Subsentient writes:
"I've been writing C for quite some time, but I never followed good conventions I'm afraid, and I never payed much attention to the optimization tricks of the higher C programmers. Sure, I use const when I can, I use the pointer methods for manual string copying, I even use register for all the good that does with modern compilers, but now, I'm trying to write a C-string handling library for personal use, but I need speed, and I really don't want to use inline ASM. So, I am wondering, what would other Soylenters do to write efficient, pure, standards-compliant C?"
(Score: 3, Informative) by zip on Sunday March 16 2014, @04:04AM
I'm not sure if this still applies with newer versions, but maybe it's unrelated: https://stackoverflow.com/questions/16123446/java- 7-string-substring-complexity [stackoverflow.com]
But as far as I know, Qt strings still behave this way.
(Score: 2) by ls671 on Monday March 17 2014, @02:07AM
Before:
String a = "1234567890"; // a is now "12"
a = a.substring(0,2);
1) No memory copy has occured.
2) "1234567890" is still kept into memory with a reference count of 1
Now (apparently according to the link you posted):
String a = "1234567890"; // a is now "12"
a = a.substring(0,2);
1) Memory copy has occured.
2) "1234567890" is eligible for garbage collection while a new area of memory has been assigned to "12".

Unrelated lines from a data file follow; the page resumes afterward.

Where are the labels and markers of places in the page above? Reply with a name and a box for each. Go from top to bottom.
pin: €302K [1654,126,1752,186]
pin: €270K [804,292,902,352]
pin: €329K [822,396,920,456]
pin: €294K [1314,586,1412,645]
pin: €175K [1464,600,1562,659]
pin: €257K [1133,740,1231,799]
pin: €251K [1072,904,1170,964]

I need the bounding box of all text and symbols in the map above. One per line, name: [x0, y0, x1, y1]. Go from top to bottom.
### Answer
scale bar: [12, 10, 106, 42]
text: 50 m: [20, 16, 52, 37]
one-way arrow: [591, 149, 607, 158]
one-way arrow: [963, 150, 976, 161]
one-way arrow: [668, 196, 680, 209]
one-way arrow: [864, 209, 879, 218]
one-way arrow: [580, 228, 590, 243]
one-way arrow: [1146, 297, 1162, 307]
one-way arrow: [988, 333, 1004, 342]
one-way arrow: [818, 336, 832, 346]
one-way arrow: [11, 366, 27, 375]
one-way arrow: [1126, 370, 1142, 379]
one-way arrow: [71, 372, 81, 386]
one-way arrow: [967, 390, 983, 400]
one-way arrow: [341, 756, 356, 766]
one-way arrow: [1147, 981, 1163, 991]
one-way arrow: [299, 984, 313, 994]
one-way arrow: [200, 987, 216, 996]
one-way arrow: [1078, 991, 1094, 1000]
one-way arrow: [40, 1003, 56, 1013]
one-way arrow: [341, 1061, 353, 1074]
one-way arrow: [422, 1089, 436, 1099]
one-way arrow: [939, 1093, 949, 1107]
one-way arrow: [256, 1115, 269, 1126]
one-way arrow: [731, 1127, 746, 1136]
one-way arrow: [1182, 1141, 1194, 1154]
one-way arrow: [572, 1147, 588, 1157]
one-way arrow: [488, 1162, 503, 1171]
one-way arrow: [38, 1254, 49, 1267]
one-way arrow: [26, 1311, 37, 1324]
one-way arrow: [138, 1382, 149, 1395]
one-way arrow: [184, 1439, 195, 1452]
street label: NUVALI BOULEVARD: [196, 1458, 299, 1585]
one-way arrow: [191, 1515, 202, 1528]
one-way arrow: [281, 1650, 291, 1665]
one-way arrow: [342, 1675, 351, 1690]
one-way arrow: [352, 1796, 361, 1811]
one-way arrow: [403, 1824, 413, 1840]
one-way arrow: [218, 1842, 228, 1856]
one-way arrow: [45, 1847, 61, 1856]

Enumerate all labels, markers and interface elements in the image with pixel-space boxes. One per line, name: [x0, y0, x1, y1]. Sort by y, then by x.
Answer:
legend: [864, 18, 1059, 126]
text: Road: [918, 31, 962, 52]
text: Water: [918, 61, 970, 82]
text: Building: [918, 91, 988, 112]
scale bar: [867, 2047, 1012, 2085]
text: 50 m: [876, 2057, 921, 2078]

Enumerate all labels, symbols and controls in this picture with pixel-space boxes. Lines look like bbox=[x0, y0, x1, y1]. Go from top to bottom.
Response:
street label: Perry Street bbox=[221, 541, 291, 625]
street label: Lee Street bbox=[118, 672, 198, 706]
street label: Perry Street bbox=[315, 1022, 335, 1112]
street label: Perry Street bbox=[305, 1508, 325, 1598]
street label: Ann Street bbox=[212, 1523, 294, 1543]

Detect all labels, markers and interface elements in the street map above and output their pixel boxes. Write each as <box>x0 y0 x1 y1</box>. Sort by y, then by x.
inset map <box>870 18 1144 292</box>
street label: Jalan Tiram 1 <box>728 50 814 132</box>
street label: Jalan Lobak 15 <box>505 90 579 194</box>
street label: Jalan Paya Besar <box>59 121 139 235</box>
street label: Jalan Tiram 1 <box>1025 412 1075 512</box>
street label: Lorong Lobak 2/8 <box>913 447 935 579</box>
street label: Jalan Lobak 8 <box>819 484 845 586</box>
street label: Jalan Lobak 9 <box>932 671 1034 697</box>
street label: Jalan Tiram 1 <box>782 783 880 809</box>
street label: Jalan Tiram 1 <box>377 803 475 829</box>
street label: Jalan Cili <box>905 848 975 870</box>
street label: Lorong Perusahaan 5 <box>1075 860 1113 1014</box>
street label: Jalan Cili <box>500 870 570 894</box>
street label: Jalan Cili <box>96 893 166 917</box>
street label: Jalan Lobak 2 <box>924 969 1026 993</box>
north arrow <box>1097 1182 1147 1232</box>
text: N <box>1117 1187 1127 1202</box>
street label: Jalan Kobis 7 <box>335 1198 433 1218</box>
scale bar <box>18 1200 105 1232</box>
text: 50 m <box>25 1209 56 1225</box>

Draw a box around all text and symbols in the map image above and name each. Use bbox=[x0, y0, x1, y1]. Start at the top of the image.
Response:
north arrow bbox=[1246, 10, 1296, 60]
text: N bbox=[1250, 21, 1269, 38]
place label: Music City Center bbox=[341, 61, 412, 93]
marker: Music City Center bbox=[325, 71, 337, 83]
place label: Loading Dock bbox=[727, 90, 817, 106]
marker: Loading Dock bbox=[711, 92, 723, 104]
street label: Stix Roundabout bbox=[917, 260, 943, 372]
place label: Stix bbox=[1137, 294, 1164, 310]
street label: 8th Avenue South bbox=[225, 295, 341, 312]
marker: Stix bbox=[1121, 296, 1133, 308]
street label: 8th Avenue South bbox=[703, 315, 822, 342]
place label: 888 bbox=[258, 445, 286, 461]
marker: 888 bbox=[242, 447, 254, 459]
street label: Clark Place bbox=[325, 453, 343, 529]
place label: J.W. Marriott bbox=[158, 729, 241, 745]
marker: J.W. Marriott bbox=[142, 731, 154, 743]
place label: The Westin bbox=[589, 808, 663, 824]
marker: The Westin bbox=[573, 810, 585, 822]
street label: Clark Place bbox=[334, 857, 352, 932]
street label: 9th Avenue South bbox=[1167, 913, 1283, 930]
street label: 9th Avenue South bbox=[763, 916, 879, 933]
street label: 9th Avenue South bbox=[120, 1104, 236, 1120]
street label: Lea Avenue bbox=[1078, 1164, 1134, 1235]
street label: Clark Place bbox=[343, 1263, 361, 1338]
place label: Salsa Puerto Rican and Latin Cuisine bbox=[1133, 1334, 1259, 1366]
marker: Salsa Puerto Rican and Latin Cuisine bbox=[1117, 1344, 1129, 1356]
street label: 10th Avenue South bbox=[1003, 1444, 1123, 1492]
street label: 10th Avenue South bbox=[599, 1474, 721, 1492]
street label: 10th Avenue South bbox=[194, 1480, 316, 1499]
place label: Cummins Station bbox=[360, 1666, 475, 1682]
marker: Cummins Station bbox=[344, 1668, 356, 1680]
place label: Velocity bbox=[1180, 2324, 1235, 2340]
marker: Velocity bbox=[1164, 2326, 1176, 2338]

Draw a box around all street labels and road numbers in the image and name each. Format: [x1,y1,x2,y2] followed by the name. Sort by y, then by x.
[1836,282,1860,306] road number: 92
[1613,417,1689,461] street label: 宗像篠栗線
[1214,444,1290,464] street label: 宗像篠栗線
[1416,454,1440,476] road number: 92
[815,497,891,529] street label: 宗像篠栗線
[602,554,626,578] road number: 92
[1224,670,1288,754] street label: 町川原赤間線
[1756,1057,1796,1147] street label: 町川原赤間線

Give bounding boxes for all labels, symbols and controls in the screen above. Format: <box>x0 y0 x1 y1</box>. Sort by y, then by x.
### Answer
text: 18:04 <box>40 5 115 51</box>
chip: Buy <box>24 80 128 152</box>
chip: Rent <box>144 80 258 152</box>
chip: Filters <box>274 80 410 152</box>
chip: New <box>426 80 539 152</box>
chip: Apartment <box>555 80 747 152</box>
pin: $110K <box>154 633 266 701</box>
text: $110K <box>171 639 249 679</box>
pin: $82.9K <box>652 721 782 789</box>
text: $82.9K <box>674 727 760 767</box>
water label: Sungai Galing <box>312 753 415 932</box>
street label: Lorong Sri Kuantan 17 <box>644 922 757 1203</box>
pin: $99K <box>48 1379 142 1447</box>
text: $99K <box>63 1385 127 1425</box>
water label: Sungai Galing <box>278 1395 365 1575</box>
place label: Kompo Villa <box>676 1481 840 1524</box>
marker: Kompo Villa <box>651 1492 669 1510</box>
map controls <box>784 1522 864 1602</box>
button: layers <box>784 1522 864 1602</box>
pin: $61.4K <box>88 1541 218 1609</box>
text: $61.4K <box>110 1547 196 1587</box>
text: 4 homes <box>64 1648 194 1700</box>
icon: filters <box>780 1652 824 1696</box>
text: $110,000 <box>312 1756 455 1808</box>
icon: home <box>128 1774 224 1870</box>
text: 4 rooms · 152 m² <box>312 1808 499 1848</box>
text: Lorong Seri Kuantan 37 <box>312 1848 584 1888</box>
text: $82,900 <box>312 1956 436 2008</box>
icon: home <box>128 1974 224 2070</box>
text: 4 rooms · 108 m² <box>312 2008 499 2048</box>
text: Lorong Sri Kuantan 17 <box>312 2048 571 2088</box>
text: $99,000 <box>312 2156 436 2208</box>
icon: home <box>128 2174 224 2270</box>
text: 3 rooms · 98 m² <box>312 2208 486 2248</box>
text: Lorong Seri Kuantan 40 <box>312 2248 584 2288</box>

IMHO, there is work to be done to combine the 2 approaches. Hint: Keep old behavior but revert back to new behavior in the background after a given TTL where "1234567890" hasn't been accessed, then transparently copy the substring "12" to a new memory area.
I know it sounds very complicated but it is pretty simple compared to the many flavors of garbage collection floating around ;-)
Everything I write is lies, including this sentence.